IDSC was honored to present Claus Ekstrøm, professor and vice-chair at the Section of Biostatistics, University of Copenhagen, for a lecture at the Richter Library on Wednesday, December, 1, 2021. Dr. Ekstrøm’s primary research interests are centered on developing methods for the analysis of high-dimensional data problems and causal discovery. Dr. Ekstrøm has authored two books on statistics and is frequently used as an expert on statistics in Danish news media. He has, he says, been a grumpy old man from a young age.
Title of the lecture: “Validation of visual inference methods in statistics by use of deep learning”
When does inspecting a certain graphical plot allow for an investigator to reach the right statistical conclusion? Visual inference is commonly used for various tasks in statistics—including model diagnostics and exploratory data analysis—and though attractive due to its intuitive nature, the lack of available methods for validating plots is a major drawback.
We propose a new validation method for visual inference.
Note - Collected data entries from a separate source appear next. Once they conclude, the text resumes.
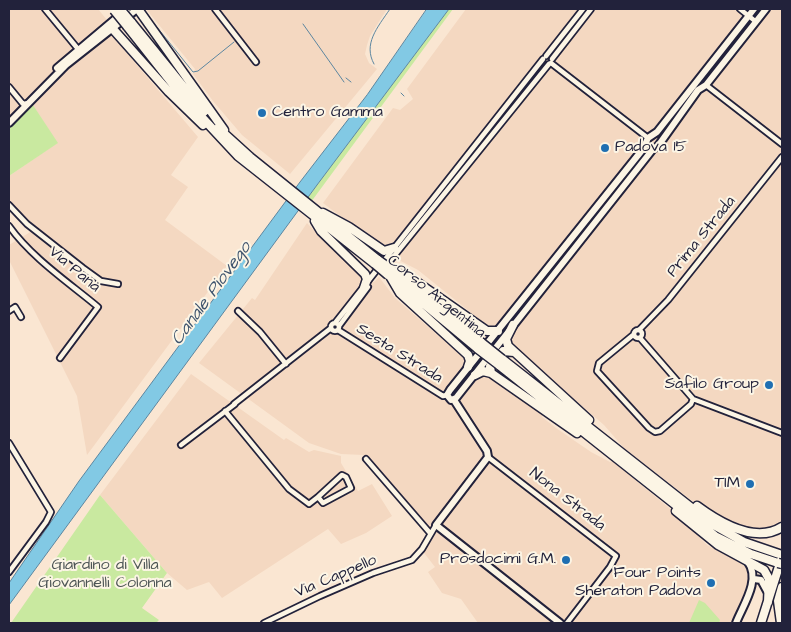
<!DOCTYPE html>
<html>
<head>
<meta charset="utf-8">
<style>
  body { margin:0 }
  #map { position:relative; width:791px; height:632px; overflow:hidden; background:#fae6d2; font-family:"Architects Daughter",sans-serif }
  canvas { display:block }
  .frame { position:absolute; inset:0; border:10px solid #22223b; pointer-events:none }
</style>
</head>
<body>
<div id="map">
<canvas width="791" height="632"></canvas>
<div class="frame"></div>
</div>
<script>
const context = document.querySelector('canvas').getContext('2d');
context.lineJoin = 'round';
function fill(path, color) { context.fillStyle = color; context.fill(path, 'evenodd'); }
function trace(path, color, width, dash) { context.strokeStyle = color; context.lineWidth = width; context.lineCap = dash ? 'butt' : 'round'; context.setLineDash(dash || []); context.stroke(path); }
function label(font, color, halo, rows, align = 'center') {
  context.font = font + ' "Architects Daughter",sans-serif'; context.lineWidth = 4; context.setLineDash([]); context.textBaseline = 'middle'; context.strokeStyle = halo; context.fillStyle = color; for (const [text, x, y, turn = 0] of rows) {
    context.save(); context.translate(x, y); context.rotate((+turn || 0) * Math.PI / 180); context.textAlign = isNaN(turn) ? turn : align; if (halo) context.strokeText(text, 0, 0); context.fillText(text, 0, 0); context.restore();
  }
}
const built = new Path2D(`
  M9 9H98L107 20 103 25 198 137 171 175 188 187 165 220 227 266 87 455 77 396 9 260V245L37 228 9 201V176L57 143 29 99 9 118Z
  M146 9H387L370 36 367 45 365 54 369 63 377 69 290 174 242 135 213 101 193 74 195 69Z
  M466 9H782V524L768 531 741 529 695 503 624 448 604 425 510 344 418 270 395 258 323 203 393 108 400 110 413 99 407 89Z
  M307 223 326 243 358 271 374 282 379 277 395 298 465 359 543 412 542 417 556 428 591 452 610 462 612 461 674 512 707 545 746 566 750 579 734 623H478L461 599 442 593 428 572 435 567 421 549 429 534 364 455 341 454 309 443 199 363 252 298 255 300Z
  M191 374 284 440 286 438 309 452 314 450 341 456V463L358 491 372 484 392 516 366 533 341 544 328 529 222 598 209 582 187 590 167 573 100 495Z`);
const green = new Path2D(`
  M449 9H453L311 202 307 199 317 185Z
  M33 105 58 143 9 176V127Z
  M100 495 167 573 142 608 159 620 156 623H11Z
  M699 600 705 603 720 620 719 623H689Z`);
const water = new Path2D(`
  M427 9H449L317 185 9 605V583L79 481 300 182 367 95Z`);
const stream = new Path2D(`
  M144 11 193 72 198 71 234 42
  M303 24 344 82
  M374 64C363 44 377 28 390 9
  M346 78 351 82
  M401 93 404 96`);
const street = new Path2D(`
  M45 9 78 49
  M215 9 256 62
  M740 9 755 21
  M546 56 583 9
  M552 59 591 9
  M551 63 648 138
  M706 85 782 144
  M9 87 23 104 29 103
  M9 205 27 224 83 268 101 281 118 284
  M9 226C32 258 68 282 98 307L60 358
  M386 266 549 64
  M9 311 15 307 21 317
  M238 311 260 332 286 364
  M331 327a4 4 0 1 1 8 0a4 4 0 1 1-8 0Z
  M335 323 543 59
  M339 326 368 287
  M634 334a4 4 0 1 1 8 0a4 4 0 1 1-8 0Z
  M338 330 443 396 447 395
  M639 330 668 300 782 157
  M633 335 599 363 597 371 649 428 655 432 660 431 691 404 693 399
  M640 338 693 399 782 433
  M234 404 331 328
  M225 411 289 489 309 504 318 497 323 503 351 488 346 477 342 475 318 497
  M9 443 51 512 46 522 9 572
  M181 445 235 404
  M488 457 616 556 610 567 567 623
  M366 459 430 533
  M264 623 320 596 373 573 412 560 422 549 436 525`);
const secondary = new Path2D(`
  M754 9 657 132 648 138 643 149 450 390 447 395 451 400 456 398 653 149 658 146 698 90 706 85 766 9
  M57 68 127 9
  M9 123 66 65 137 9
  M454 400 487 451 488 457 436 525 560 623
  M754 579 761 580 767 591
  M736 623C743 605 761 580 748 562`);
const highway = new Path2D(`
  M138 9 224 130
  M131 22 204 112
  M127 26 183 97 238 156 375 264
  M112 28 169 92 203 125
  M218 128 250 157 378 260
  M323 213 349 227 384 251 394 248
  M315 221 321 231 365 274 367 279 364 288
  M394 272 411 278 487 331H498
  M390 276 400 293 468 355 470 361 468 367
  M399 276 482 343
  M395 280 478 349
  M513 325 506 339 508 346 589 420
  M502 359 712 524 744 542 782 555
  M499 365 715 536 751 554 778 563
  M491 373 490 366 503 351 514 352
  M475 375 483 371 491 373 577 433
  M697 506C720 523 755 544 782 527
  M676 511 718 545 764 570 769 579 768 602
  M761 623 781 560
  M781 623 778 601 782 587`);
const highwayBridge = new Path2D(`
  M120 9 131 22
  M114 10 127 26
  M378 260 392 270
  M375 264 388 275
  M482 343 502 359
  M478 349 499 365
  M778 563 782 564`);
const markers = [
  [262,113,5,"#1f6fb2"],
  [605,148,5,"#1f6fb2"],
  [769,385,5,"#1f6fb2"],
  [750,484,5,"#1f6fb2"],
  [566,560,5,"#1f6fb2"],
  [711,583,5,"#1f6fb2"]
];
const poiNames = [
  ["Centro Gamma",272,113,"left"],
  ["Padova 15",615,148,"left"],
  ["Safilo Group",759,385],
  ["TIM",740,484],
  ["Prosdocimi G.M.",556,560],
  ["Four Points",701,574],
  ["Sheraton Padova",701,592]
];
const streetNames = [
  ["Prima Strada",702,237,-51],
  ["Via Panà",74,270,40],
  ["Corso Argentina",436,297,39],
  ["Sesta Strada",399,354,32],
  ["Nona Strada",567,500,38],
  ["Via Cappello",336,577,-23]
];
const parkNames = [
  ["Giardino di Villa",105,566],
  ["Giovannelli Colonna",105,584]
];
const waterNames = [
  ["Canale Piovego",212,294,-54]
];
fill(built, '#f4d8c1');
fill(green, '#c9e9a0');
fill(water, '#82c9e4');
trace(water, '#5c86a0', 1);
trace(stream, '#5c86a0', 1);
trace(street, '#22223b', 8);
trace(secondary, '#22223b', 10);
trace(highway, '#22223b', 11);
trace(street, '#fcf5e5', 4.5);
trace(secondary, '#fcf5e5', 6);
trace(highway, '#fcf5e5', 8);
trace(highwayBridge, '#22223b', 11, []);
trace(highwayBridge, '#fcf5e5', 8);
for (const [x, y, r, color] of markers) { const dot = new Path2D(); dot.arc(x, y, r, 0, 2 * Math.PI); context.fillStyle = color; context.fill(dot); trace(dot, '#fcf5e5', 2); }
label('16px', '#22223b', '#fcf5e5', poiNames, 'right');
label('16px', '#22223b', '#fcf5e5', streetNames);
label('16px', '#4c5454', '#fcf5e5', parkNames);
label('italic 18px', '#3f546e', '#fcf5e5', waterNames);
</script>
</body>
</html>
Our method trains deep neural networks to distinguish between plots simulated under two different data-generating mechanisms (null or alternative), and we use the classification accuracy as a technical validation score (TVS). The TVS measures the information content in the plots, and TVS values can be used to compare different plots or different choices of data-generating mechanisms, thereby providing a meaningful scale that new visual inference procedures can be validated against.
We apply the method to three popular diagnostic plots for linear regression, namely the scatter plot, the quantile-quantile plot, and the residual plot. We consider various types and degrees of misspecification, as well as different within-plot sample sizes. Our method produces TVSs that increase with increasing sample size and decrease with increasing difficulty, and hence the TVS is a meaningful measure of validity.